Wednesday, August 08, 2007

Juveniles, everywhere!

For the local domestic birds this year has been a good year. The extensive cat population has, to our knowledge, only taken 3 juveniles (2 Robin, 1 Starling), though we remain vigilant. We have watched over 50 juvenile Starlings feeding on occasion, 6 juvenile Greenfinch, 1 juvenile Robin, 1 juvenile Song Thrush, at least 8 juvenile Blackbirds (from 3 clutches), 4 juvenile Chaffinches, 6 juvenile Collared Doves, over 30 juvenile House Sparrows and over 10 juvenile Goldfinch.

The Sedge Warbler is still about at the moment but no indication as to his success or otherwise, and no sign of the Common Whitethroat or Willow Warblers seen in April and May.

We've also recorded new birds over the garden including Common Buzzard, Lesser Black-backed Gull and a Peregrine Falcon.

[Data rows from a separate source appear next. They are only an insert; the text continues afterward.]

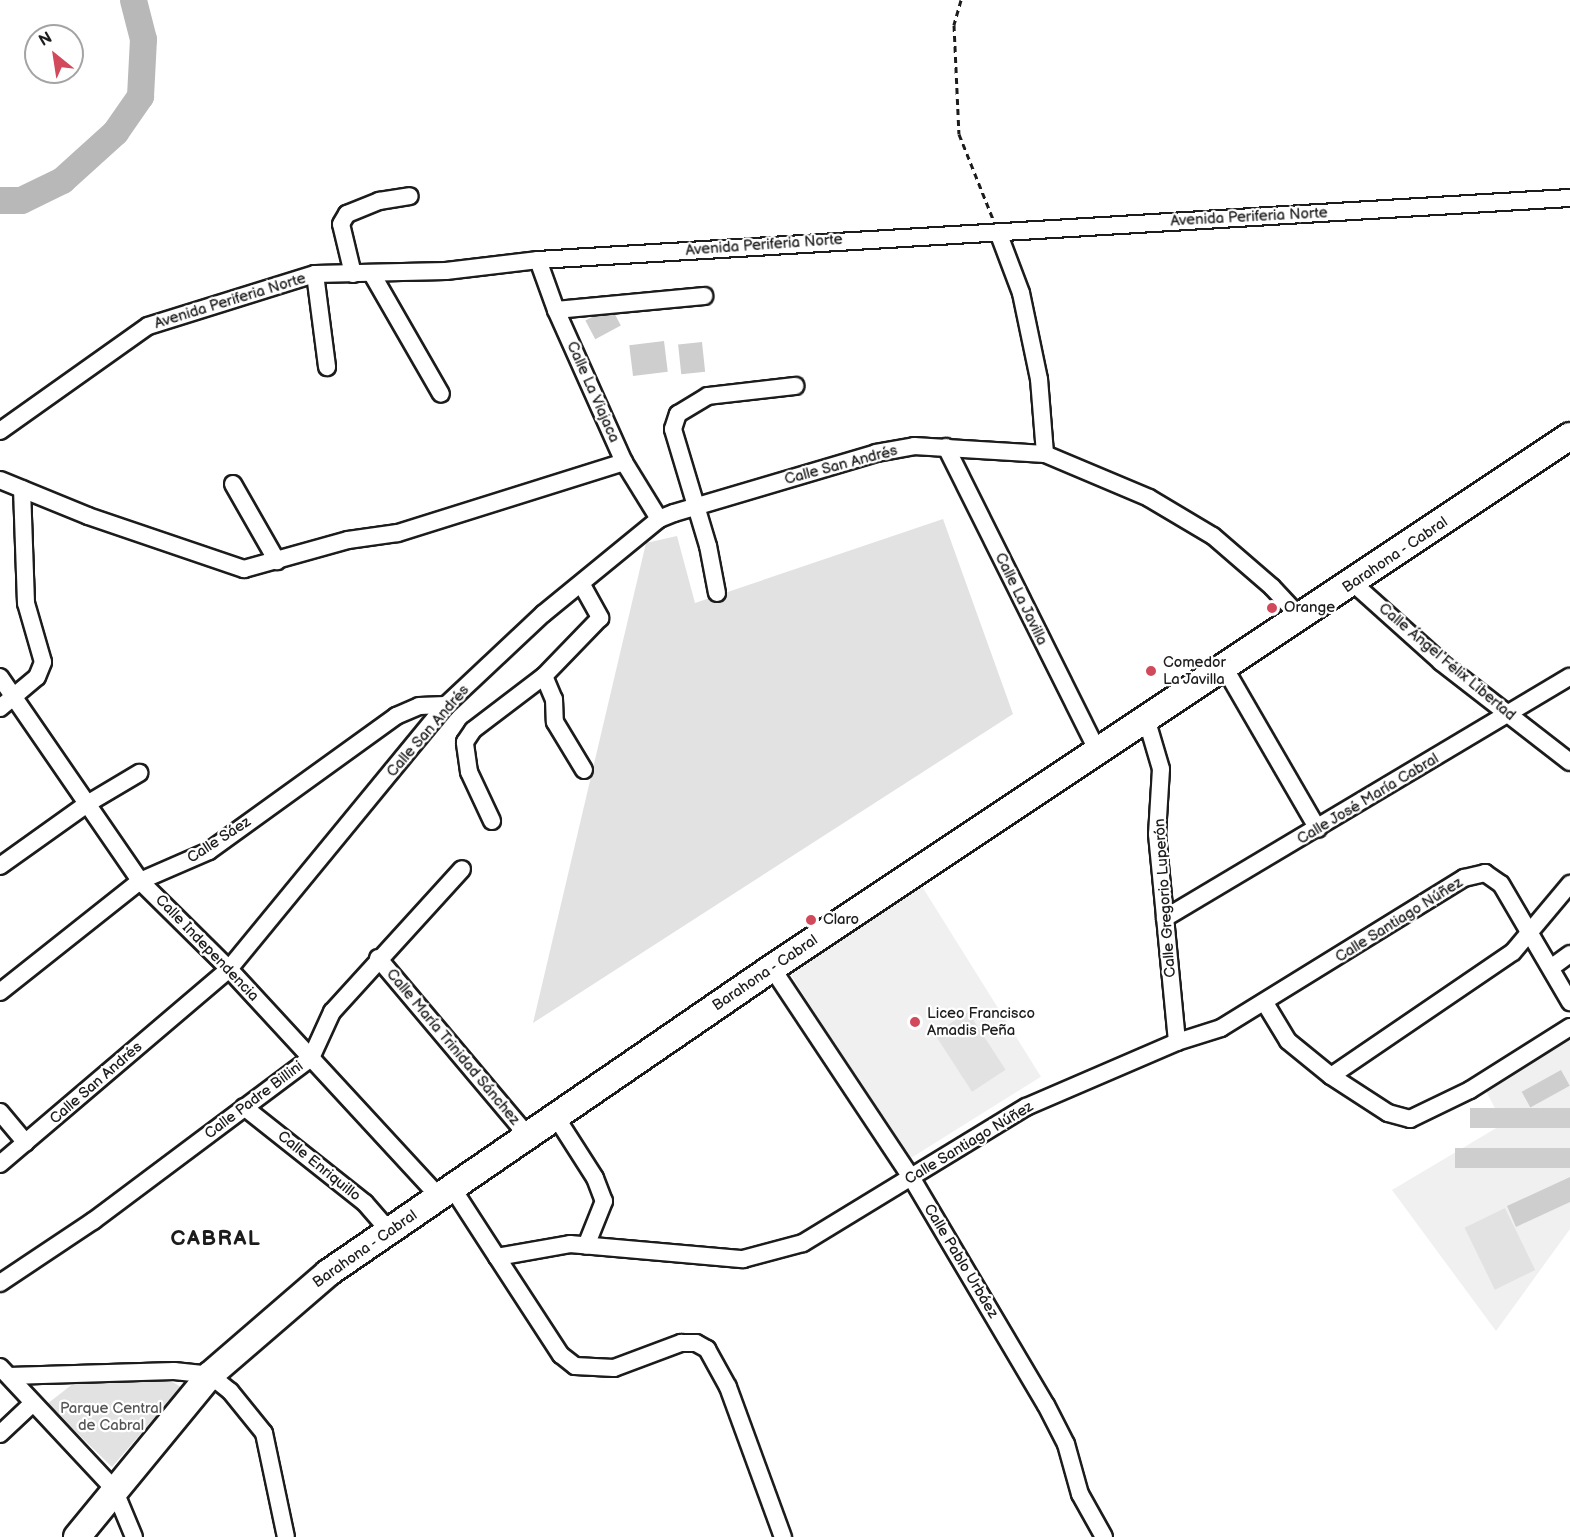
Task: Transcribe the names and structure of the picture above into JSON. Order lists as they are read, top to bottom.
{
  "streets": {
    "main road": ["Barahona - Cabral"],
    "street": [
      "Avenida Periferia Norte",
      "Calle La Viajaca",
      "Calle San Andrés",
      "Calle La Javilla",
      "Calle Ángel Félix Libertad",
      "Calle José María Cabral",
      "Calle Sáez",
      "Calle Gregorio Luperón",
      "Calle Santiago Núñez",
      "Calle Independencia",
      "Calle María Trinidad Sánchez",
      "Calle Padre Billini",
      "Calle Enriquillo",
      "Calle Pablo Urbáez"
    ]
  },
  "crossings": [
    ["Avenida Periferia Norte", "Calle La Viajaca"],
    ["Calle La Viajaca", "Calle San Andrés"],
    ["Calle San Andrés", "Barahona - Cabral"],
    ["Calle San Andrés", "Calle La Javilla"],
    ["Calle San Andrés", "Calle Sáez"],
    ["Calle San Andrés", "Calle Independencia"],
    ["Barahona - Cabral", "Calle La Javilla"],
    ["Barahona - Cabral", "Calle Ángel Félix Libertad"],
    ["Barahona - Cabral", "Calle Gregorio Luperón"],
    ["Barahona - Cabral", "Calle Independencia"],
    ["Barahona - Cabral", "Calle María Trinidad Sánchez"],
    ["Barahona - Cabral", "Calle Enriquillo"],
    ["Barahona - Cabral", "Calle Pablo Urbáez"],
    ["Calle Ángel Félix Libertad", "Calle José María Cabral"],
    ["Calle José María Cabral", "Calle Gregorio Luperón"],
    ["Calle Sáez", "Calle Independencia"],
    ["Calle Gregorio Luperón", "Calle Santiago Núñez"],
    ["Calle Santiago Núñez", "Calle Pablo Urbáez"],
    ["Calle Independencia", "Calle Padre Billini"],
    ["Calle María Trinidad Sánchez", "Calle Padre Billini"],
    ["Calle Padre Billini", "Calle Enriquillo"]
  ],
  "districts": ["CABRAL"],
  "parks": ["Parque Central de Cabral"],
  "places": [
    "Orange",
    "Comedor La Javilla",
    "Claro",
    "Liceo Francisco Amadis Peña"
  ],
  "north": "top left"
}
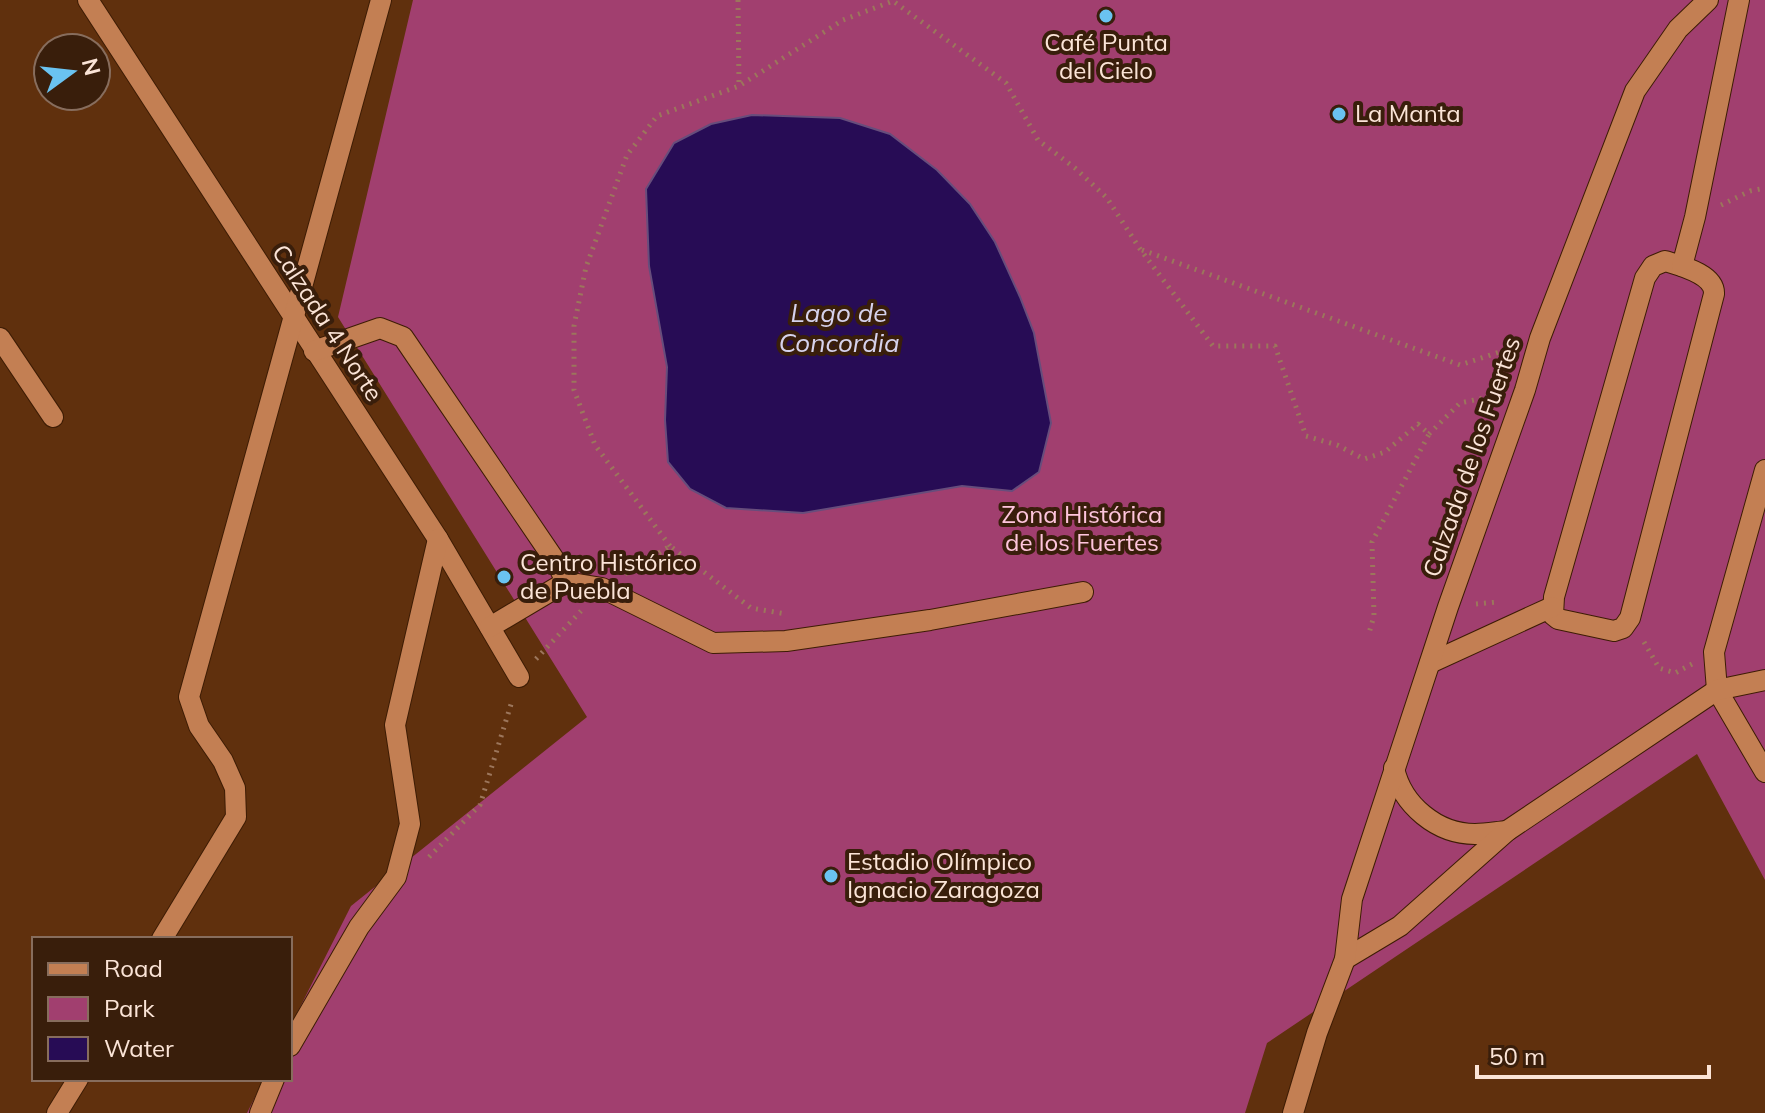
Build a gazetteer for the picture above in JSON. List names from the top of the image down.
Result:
{
  "streets": {
    "street": ["Calzada 4 Norte", "Calzada de los Fuertes"]
  },
  "water": ["Lago de Concordia"],
  "parks": ["Zona Histórica de los Fuertes"],
  "places": [
    "Café Punta del Cielo",
    "La Manta",
    "Centro Histórico de Puebla",
    "Estadio Olímpico Ignacio Zaragoza"
  ],
  "legend": ["Road", "Park", "Water"],
  "scale_bar": "50 m",
  "north": "right"
}
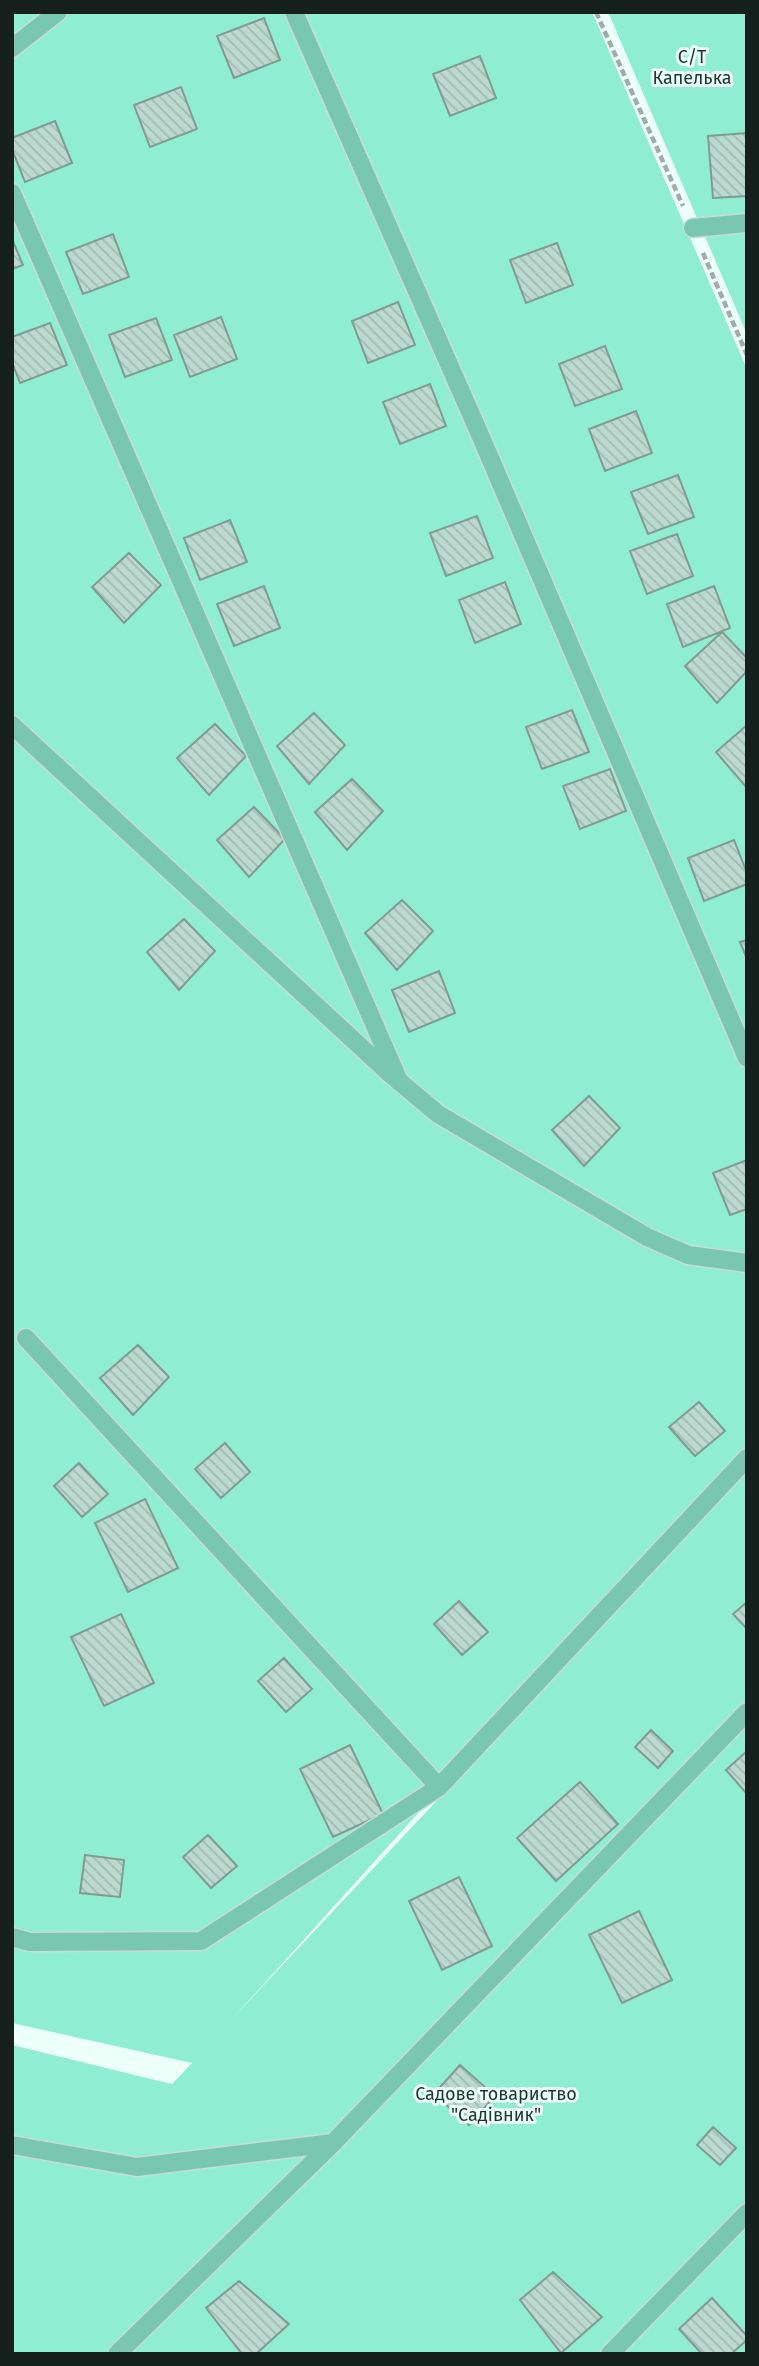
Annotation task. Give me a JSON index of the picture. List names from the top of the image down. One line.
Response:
{"parks":["С/Т Капелька","Садове товариство \"Садівник\""]}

Today was a special day for the Garden birdwatch though, as I finally managed to photograph one bird we've been hearing a lot of these last few weeks and who appears to like to the large numbers of ants infesting parts of our lawn - she's a juvenile Green Woodpecker (juvenile due to the spotted chest and female as the colour bar under her 'chin' is black not red):

The resident magpies don't quite know what to make of her and seem reluctant to pick on a bird their own size (they positively 'leg it' when the Crows come in and the fights with the rabbits are funny!):

Apologies for the slight misty quality, she's still very skittish so the pictures are taken through a bedroom window.

The weather does look to have confused just about everything though, we've noticed Wren, House Sparrow and Woodpigeon clutching in August, which is very late in the year (do Woodpigeons actually observe the seasons at all !?).

Out in the real world however the news is worse. Seabirds in Scotland have suffered from the decline in their food-stock species including Sandeels, mostly ascribed to rising sea temperatures. some species recording their poorest ever seasons. In addition waders have suffered from the rising water levels, with many nests being washed out. Birds of prey in Scotland and The Peak District, and other areas, are still being deliberately killed off by land owners, gamekeepers and farmers, to protect their 'sport' later in the year - e.g. killing vast quantities of young, confused birds specially bred to be poor flyers, slow, noisy and colourful out of the sky, not to mention the other species they kill for pleasure or just by accident.

Finally many migrants had their first clutches washed away or drowned in the heavy rains of May and June, who knows how they fared in July, so whilst we have done well locally the big picture for birds and birding is worrying.

To end on a positive note, we're actively planning a trip to Lincolnshire and East Anglia next Easter to take in The Wash and the coastline along both Norfolk and Suffolk (can't wait!).